Complex loop that worked in 18.4 not accel in 18.7

Hi,

Here is another example of code not being parallelized in 18.7 when it was in 18.4 and before.

The loop is:

!$acc parallel default(present) present(fj,b)
!$acc loop
      do k=2,npm1
!$acc loop
        do j=2,ntm1
!$acc loop
          do i=1,nrm1
            fj%r(i,j,k)=( ( st(j  )*b%p(i,j  ,k)                     -st
     &(j-1)*b%p(i,j-1,k))*dth_i(j)                   -(b%t(i,j,k)-b%t(i,
     &j,k-1))*dp_mult*dph_i(k)                  )*r_i(i)*sth_i(j)
          enddo
        enddo
      enddo
c
!$acc loop
      do k=2,npm1
!$acc loop
        do j=jm0,jm1
          do i=2,nrm1
        fj%t(i,j,k)=( (b%r(i,j,k)-b%r(i,j,k-1))*dp_mult*dph_i(k)*st_i(j)
     &                   -( r(i  )*b%p(i  ,j,k)                     -r(i
     &-1)*b%p(i-1,j,k))*drh_i(i)                  )*rh_i(i)
          enddo
          fj%t( 1,j,k)=(fj%t(2,j,k)+(fj%t(2,j,k)-fj%t(2+1,j,k))*dr(2-1)*
     &dr_i(2))
          fj%t(nr,j,k)=(fj%t(nrm1,j,k)+(fj%t(nrm1,j,k)-fj%t(nrm1-1,j,k))
     &*dr(nrm1)*dr_i(nrm1-1))
        enddo
      enddo
...

and the compiler says:

  18274, Generating present(fj)
         Generating implicit present(dr_i(:),st(1:ntm1),r_i(1:nrm1),dr(:),dph_i(2:npm1),sth_i(2:ntm1),st_i(jm0:jm1),r(1:nrm1),drh_i(2:nrm1),rh_i(2:nrm1))
         Generating present(b)
  18278, Loop is parallelizable
  18280, Loop is parallelizable
  18291, Loop is parallelizable
  18292, Complex loop carried dependence of b%r$p,b%p$p,r,fj%t$p prevents parallelization
  18307, Loop is parallelizable
  18308, Complex loop carried dependence of b%t$p,r,b%r$p,fj%p$p prevents parallelization
set_pole_bc_avec_acc:

I know having those two boundary lines in the second loop is strange but it seemed to work before. Is there a better way to do this?

  • Ron

Hi Ron,

Can you post the complete compiler feedback messages for this loop? Also, what are the line numbers for this code? (So I can correlate them to the feedback).

My assumption is that the “Complex loop carried dependence” messages are for the loop which don’t have a “acc loop” directive on them.
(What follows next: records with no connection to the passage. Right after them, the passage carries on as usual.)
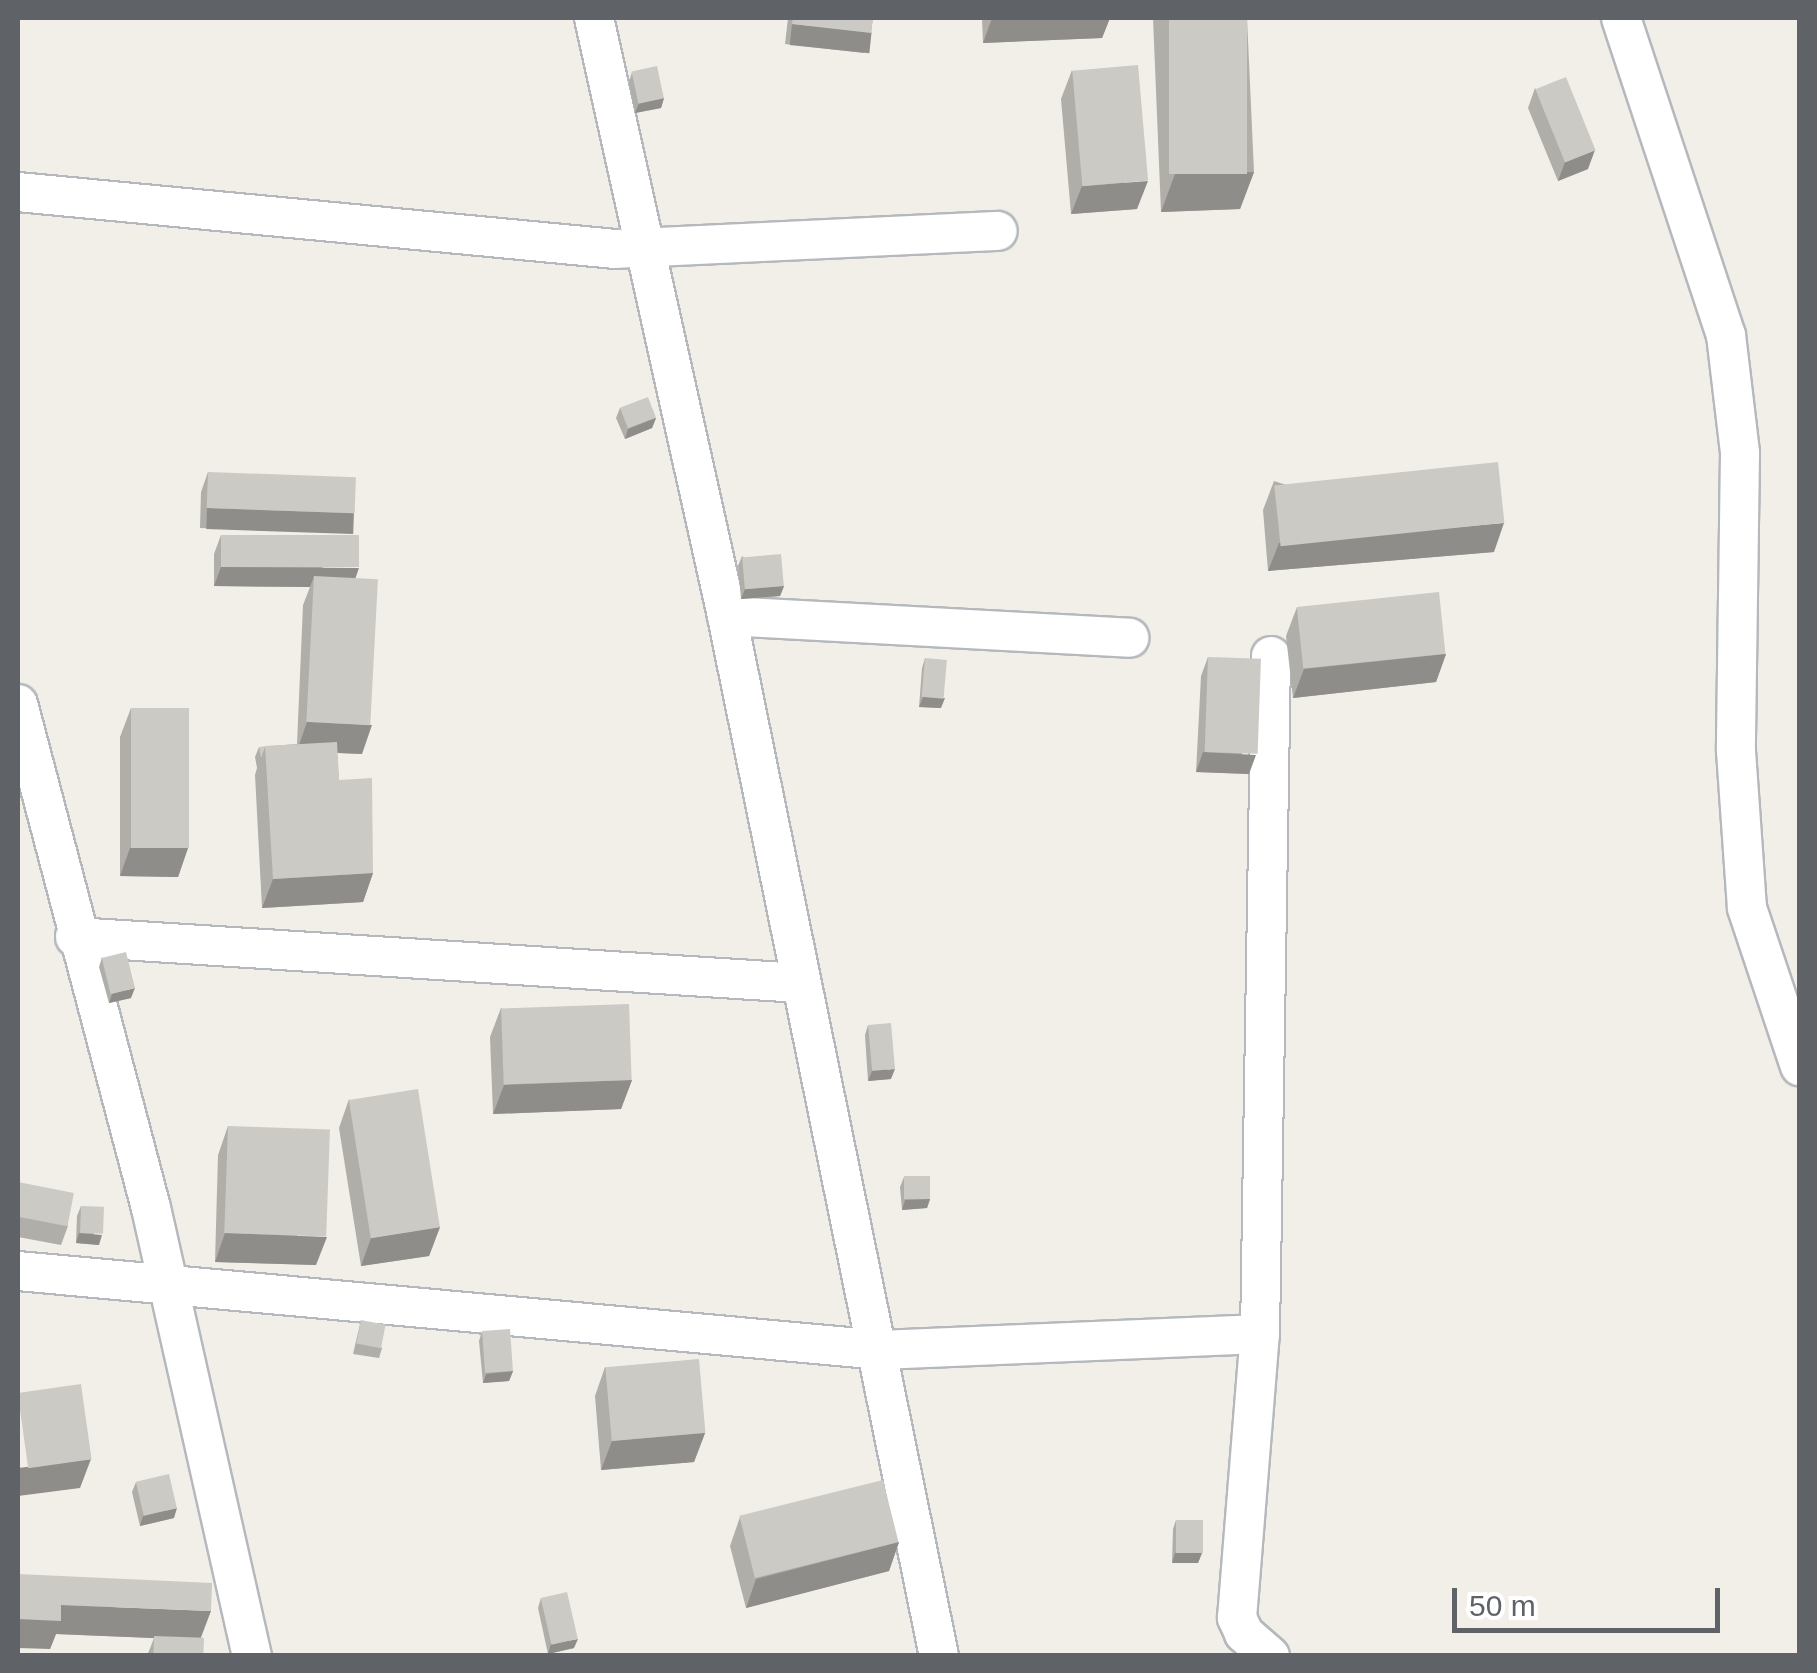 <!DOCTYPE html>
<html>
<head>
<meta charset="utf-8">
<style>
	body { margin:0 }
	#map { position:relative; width:1817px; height:1673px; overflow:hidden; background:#f1efe8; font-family:Arial,sans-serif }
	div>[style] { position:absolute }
	.roads { filter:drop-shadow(2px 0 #b5b8bc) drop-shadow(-2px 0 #b5b8bc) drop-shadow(0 2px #b5b8bc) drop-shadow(0 -2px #b5b8bc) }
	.minor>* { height:38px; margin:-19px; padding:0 19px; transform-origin:19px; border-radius:19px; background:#fff }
	.wall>* { inset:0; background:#afaea9 }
	.shaded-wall>* { inset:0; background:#8f8d8a; transform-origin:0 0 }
	.building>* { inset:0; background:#cccac5; transform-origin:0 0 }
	span { translate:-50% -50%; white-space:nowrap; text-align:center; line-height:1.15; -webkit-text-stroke:8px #fff; paint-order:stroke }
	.frame { position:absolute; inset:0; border:20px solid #5f6368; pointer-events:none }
	.scale { position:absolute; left:1452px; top:1588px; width:268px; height:45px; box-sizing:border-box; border:5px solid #5f6368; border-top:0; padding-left:12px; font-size:30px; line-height:35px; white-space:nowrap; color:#5f6368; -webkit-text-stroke:8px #fff; paint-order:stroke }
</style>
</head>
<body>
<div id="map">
	<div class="roads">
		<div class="minor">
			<div style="left:594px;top:18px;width:613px;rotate:77.46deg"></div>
			<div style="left:727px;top:616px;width:1061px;rotate:78.48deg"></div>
			<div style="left:1621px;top:18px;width:334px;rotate:71.7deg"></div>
			<div style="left:1726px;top:335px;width:119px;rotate:83.2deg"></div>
			<div style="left:1740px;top:453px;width:298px;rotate:90.8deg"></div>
			<div style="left:1736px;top:751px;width:157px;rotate:86deg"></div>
			<div style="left:1747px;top:908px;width:167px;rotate:71.5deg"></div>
			<div style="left:18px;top:192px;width:600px;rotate:5.45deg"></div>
			<div style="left:615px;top:249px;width:383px;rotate:-2.7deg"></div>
			<div style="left:727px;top:616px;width:403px;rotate:3.1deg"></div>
			<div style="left:18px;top:704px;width:521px;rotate:75.22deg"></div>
			<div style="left:151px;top:1208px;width:459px;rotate:77.3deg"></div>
			<div style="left:75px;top:937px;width:726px;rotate:3.63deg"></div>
			<div style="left:18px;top:1271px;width:867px;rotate:5.23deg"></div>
			<div style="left:881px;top:1350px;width:379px;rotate:-2.4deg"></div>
			<div style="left:1270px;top:1656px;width:35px;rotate:-139deg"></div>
			<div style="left:1244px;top:1633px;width:17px;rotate:-115deg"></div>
			<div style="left:1237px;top:1618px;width:285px;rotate:-85.4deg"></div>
			<div style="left:1260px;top:1334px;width:678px;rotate:-89.07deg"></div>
		</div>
	</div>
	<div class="wall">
		<div style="clip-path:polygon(788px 18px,873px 18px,871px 33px,864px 53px,785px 44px)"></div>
		<div style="clip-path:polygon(982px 18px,1110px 18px,1102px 38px,983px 43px)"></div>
		<div style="clip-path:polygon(1153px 18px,1247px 18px,1254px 172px,1240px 209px,1161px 212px)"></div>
		<div style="clip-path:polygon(1072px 70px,1137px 209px,1071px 214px,1061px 99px)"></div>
		<div style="clip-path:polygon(632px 72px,664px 98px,661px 108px,635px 113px,629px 82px)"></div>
		<div style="clip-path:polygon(1535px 88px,1588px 169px,1558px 181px,1528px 108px)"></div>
		<div style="clip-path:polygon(620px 408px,656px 418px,652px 428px,625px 439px,616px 418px)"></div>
		<div style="clip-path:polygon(208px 472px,354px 514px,347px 533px,200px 528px,201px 492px)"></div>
		<div style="clip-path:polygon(1274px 481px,1494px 552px,1268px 571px,1263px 510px)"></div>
		<div style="clip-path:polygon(221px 535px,355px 578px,362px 754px,337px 753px,339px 780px,373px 873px,363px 902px,262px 908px,255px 775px,257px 768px,255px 757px,259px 747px,297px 744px,303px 605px,310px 587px,214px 586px,214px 554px)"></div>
		<div style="clip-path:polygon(742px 556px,784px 586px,780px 596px,741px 599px,738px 566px)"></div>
		<div style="clip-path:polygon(1297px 607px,1446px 654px,1436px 682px,1293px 698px,1286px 636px)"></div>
		<div style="clip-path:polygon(1208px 657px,1249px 774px,1196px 772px,1201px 676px)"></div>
		<div style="clip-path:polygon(925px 658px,941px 708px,919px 707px,922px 668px)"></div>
		<div style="clip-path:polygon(131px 708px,188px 848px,178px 877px,120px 876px,120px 737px)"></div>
		<div style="clip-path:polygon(102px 957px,131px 998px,109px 1003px,99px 967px)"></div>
		<div style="clip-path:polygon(501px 1008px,632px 1080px,621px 1109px,493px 1114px,490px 1037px)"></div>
		<div style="clip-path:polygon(868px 1025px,891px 1079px,868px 1081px,865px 1035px)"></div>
		<div style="clip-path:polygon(349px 1099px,440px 1227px,429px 1256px,361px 1266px,339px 1128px)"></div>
		<div style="clip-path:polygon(228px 1126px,316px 1265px,215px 1262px,218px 1155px)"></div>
		<div style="clip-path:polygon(904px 1177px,930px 1199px,927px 1208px,902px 1210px,900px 1187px)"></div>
		<div style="clip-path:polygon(18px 1182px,68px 1226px,61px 1245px,18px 1237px)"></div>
		<div style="clip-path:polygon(81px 1206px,99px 1245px,76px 1243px,77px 1216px)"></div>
		<div style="clip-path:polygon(361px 1320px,382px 1348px,379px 1358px,353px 1354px)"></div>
		<div style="clip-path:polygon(482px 1331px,513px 1371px,509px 1381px,483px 1383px,479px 1341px)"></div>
		<div style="clip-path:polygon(605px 1367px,705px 1433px,694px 1462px,601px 1470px,595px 1396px)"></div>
		<div style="clip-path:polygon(136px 1482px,174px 1518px,140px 1526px,132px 1492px)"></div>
		<div style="clip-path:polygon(740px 1517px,899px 1542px,889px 1571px,746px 1608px,730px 1546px)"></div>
		<div style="clip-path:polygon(1176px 1520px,1202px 1553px,1198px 1563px,1172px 1563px,1173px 1529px)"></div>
		<div style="clip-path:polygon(18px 1574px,201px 1638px,203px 1656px,147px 1656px,154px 1638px,56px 1634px,50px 1649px)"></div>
		<div style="clip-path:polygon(541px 1598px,574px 1648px,548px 1654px,538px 1608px)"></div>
	</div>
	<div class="shaded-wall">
		<div style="clip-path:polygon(992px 18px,1110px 18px,1102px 38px,983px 43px)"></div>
		<div style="left:792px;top:24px;width:80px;height:21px;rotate:6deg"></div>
		<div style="clip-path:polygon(664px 98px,661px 108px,635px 113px,639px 103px)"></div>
		<div style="clip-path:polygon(1595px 150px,1588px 169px,1558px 181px,1565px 162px)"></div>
		<div style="clip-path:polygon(1254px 172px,1240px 209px,1161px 212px,1175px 174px)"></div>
		<div style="clip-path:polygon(1148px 181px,1137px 209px,1071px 214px,1082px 186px)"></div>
		<div style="clip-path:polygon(656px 418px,652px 428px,625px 439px,628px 429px)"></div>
		<div style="left:207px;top:508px;width:147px;height:21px;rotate:2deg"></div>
		<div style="clip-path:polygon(1504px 523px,1494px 552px,1268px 571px,1279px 543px)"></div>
		<div style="clip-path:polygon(221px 567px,359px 568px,352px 588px,314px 576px,310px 587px,214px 586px)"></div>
		<div style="clip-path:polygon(784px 586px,780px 596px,741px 599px,745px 589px)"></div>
		<div style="clip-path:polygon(1446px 654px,1436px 682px,1293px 698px,1304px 669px)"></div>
		<div style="clip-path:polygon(923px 697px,945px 698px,941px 708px,919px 707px)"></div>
		<div style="clip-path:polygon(307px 722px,372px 725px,362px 754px,297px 751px)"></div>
		<div style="clip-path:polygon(1203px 752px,1256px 755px,1249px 774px,1196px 772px)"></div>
		<div style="clip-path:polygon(130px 848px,188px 848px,178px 877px,120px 876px)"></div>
		<div style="clip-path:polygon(373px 873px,363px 902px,262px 908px,273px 879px)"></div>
		<div style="clip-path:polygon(135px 988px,131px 998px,109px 1003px,112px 994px)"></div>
		<div style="clip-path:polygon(895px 1069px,891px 1079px,868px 1081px,872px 1071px)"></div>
		<div style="clip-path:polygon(632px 1080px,621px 1109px,493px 1114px,504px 1085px)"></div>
		<div style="clip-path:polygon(930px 1199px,927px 1208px,902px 1210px,905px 1200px)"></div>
		<div style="clip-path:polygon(440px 1227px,429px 1256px,361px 1266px,371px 1238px)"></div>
		<div style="clip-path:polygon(79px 1233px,102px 1235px,99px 1245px,76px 1243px)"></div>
		<div style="clip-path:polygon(225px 1233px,327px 1237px,316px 1265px,215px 1262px)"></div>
		<div style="clip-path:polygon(513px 1371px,509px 1381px,483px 1383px,486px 1374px)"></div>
		<div style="clip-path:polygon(705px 1433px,694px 1462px,601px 1470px,612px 1441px)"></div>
		<div style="clip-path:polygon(91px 1459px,80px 1488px,18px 1496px,18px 1468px)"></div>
		<div style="clip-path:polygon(177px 1508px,174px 1518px,140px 1526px,143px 1516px)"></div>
		<div style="clip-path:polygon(899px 1542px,889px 1571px,746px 1608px,756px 1579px)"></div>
		<div style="clip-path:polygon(1175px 1553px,1202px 1553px,1198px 1563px,1172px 1563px)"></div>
		<div style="clip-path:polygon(61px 1605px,211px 1611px,200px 1640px,56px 1634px,50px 1649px,18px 1648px,18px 1619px)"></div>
		<div style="clip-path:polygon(578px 1639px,574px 1648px,548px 1654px,551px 1644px)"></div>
	</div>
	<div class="building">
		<div style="clip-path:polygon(793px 18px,873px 18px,871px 33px,792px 24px)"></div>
		<div style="left:1169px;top:18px;width:78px;height:156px"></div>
		<div style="left:1138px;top:65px;width:116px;height:66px;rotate:85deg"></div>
		<div style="left:657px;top:66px;width:33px;height:26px;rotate:78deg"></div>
		<div style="left:1566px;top:77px;width:79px;height:33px;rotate:68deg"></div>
		<div style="left:648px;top:397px;width:22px;height:30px;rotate:69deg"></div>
		<div style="left:1498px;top:462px;width:61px;height:225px;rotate:84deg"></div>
		<div style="left:208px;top:472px;width:148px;height:36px;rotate:2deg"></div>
		<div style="left:221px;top:535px;width:138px;height:32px"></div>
		<div style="left:781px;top:554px;width:32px;height:39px;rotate:85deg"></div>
		<div style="left:314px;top:576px;width:64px;height:146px;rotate:3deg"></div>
		<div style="left:1439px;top:592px;width:62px;height:143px;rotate:84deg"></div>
		<div style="left:1208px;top:657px;width:53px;height:95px;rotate:2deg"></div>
		<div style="left:925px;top:658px;width:22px;height:39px;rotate:5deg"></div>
		<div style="left:131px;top:708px;width:58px;height:140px"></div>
		<div style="clip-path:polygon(337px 742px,339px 780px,372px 778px,373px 873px,273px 879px,265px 746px)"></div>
		<div style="clip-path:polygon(259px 747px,265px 747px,261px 758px)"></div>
		<div style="left:126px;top:952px;width:37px;height:25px;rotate:76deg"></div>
		<div style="left:629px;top:1004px;width:76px;height:128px;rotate:88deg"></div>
		<div style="left:891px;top:1023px;width:46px;height:23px;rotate:85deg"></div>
		<div style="left:418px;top:1089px;width:140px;height:70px;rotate:81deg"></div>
		<div style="left:228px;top:1126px;width:102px;height:107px;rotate:2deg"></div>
		<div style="left:930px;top:1176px;width:23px;height:26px;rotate:90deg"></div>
		<div style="left:18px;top:1182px;width:57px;height:34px;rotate:11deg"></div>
		<div style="left:81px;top:1206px;width:23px;height:27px;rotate:2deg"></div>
		<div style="left:361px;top:1320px;width:25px;height:24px;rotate:11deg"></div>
		<div style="left:510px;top:1329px;width:42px;height:28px;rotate:86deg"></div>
		<div style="left:699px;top:1359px;width:74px;height:94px;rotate:85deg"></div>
		<div style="left:81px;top:1384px;width:76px;height:64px;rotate:82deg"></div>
		<div style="left:169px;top:1474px;width:35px;height:34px;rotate:77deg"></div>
		<div style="left:883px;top:1480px;width:64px;height:148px;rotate:76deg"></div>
		<div style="left:1176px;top:1520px;width:27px;height:33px"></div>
		<div style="clip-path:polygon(18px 1574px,212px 1583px,211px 1611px,61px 1605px,61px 1621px,18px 1619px)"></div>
		<div style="left:567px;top:1592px;width:48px;height:27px;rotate:77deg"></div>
		<div style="left:154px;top:1636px;width:50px;height:20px;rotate:2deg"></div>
	</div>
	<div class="frame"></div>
	<div class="scale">50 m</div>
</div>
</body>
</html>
Hence, the compiler is applying loop dependency analysis but since the variables are pointers, it’s can’t auto parallelize them.

What’s missing from the information you posted is if the compiler still successfully offloaded and parallelized the loops decorated with “acc loop”.

-Mat

Hi,
There is no additional compiler feedback for the loops in the code. The code is:

 18274	!$acc parallel default(present) present(fj,b)
 18275	!$acc loop
 18276	      do k=2,npm1
 18277	!$acc loop
 18278	        do j=2,ntm1
 18279	!$acc loop
 18280	          do i=1,nrm1
 18281	            fj%r(i,j,k)=( ( st(j  )*b%p(i,j  ,k)                     -st
 18282	     &(j-1)*b%p(i,j-1,k))*dth_i(j)                   -(b%t(i,j,k)-b%t(i,
 18283	     &j,k-1))*dp_mult*dph_i(k)                  )*r_i(i)*sth_i(j)
 18284	          enddo
 18285	        enddo
 18286	      enddo
 18287	c
 18288	!$acc loop
 18289	      do k=2,npm1
 18290	!$acc loop
 18291	        do j=jm0,jm1
 18292	          do i=2,nrm1
 18293	        fj%t(i,j,k)=( (b%r(i,j,k)-b%r(i,j,k-1))*dp_mult*dph_i(k)*st_i(j)
 18294	     &                   -( r(i  )*b%p(i  ,j,k)                     -r(i
 18295	     &-1)*b%p(i-1,j,k))*drh_i(i)                  )*rh_i(i)
 18296	          enddo
 18297	          fj%t( 1,j,k)=(fj%t(2,j,k)+(fj%t(2,j,k)-fj%t(2+1,j,k))*dr(2-1)*
 18298	     &dr_i(2))
 18299	          fj%t(nr,j,k)=(fj%t(nrm1,j,k)+(fj%t(nrm1,j,k)-fj%t(nrm1-1,j,k))
 18300	     &*dr(nrm1)*dr_i(nrm1-1))
 18301	        enddo
 18302	      enddo
 18303	c
 18304	!$acc loop
 18305	      do k=1,npm1
 18306	!$acc loop
 18307	        do j=2,ntm1
 18308	          do i=2,nrm1
 18309	            fj%p(i,j,k)=( ( r(i  )*b%t(i  ,j,k)                     -r(i
 18310	     &-1)*b%t(i-1,j,k))*drh_i(i)                   -(b%r(i,j,k)-b%r(i,j-
 18311	     &1,k))*dth_i(j)                  )*rh_i(i)
 18312	          enddo
 18313	          fj%p( 1,j,k)=(fj%p(2,j,k)+(fj%p(2,j,k)-fj%p(2+1,j,k))*dr(2-1)*
 18314	     &dr_i(2))
 18315	          fj%p(nr,j,k)=(fj%p(nrm1,j,k)+(fj%p(nrm1,j,k)-fj%p(nrm1-1,j,k))
 18316	     &*dr(nrm1)*dr_i(nrm1-1))
 18317	        enddo
 18318	      enddo
 18319	!$acc end parallel

You are correct that I believe this is still running on the GPU, and it is the non “acc” loops that it is complaining about ( I just checked my 18.4 output and it is the same).
This is an issue I remember wanting to mention which is that if I do not put “acc loop” on a loop in a parallel region, shouldn’y the compile NOT try to parallelize it? I understand that in “kernels” it is expected for the compiler to do what it can automatically, but since parallel is more descriptive of what I really want, I do not think it should be trying to parallelize loops that I have not specified with “acc loop”.

  • Ron